Collected data entries ->
┌──
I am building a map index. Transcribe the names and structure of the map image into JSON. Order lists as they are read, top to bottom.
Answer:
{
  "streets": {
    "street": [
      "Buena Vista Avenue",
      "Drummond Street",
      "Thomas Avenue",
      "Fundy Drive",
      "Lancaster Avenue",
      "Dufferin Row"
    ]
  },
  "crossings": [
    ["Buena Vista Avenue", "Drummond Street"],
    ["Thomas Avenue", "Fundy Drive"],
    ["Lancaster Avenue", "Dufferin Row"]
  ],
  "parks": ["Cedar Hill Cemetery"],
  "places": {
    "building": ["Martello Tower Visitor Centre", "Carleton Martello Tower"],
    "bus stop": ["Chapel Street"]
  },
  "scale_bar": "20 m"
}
└──
Your instructions -> Return all the data above once more, precisely as given.

Your response ->
I am building a map index. Transcribe the names and structure of the map image into JSON. Order lists as they are read, top to bottom.
Answer:
{
  "streets": {
    "street": [
      "Buena Vista Avenue",
      "Drummond Street",
      "Thomas Avenue",
      "Fundy Drive",
      "Lancaster Avenue",
      "Dufferin Row"
    ]
  },
  "crossings": [
    ["Buena Vista Avenue", "Drummond Street"],
    ["Thomas Avenue", "Fundy Drive"],
    ["Lancaster Avenue", "Dufferin Row"]
  ],
  "parks": ["Cedar Hill Cemetery"],
  "places": {
    "building": ["Martello Tower Visitor Centre", "Carleton Martello Tower"],
    "bus stop": ["Chapel Street"]
  },
  "scale_bar": "20 m"
}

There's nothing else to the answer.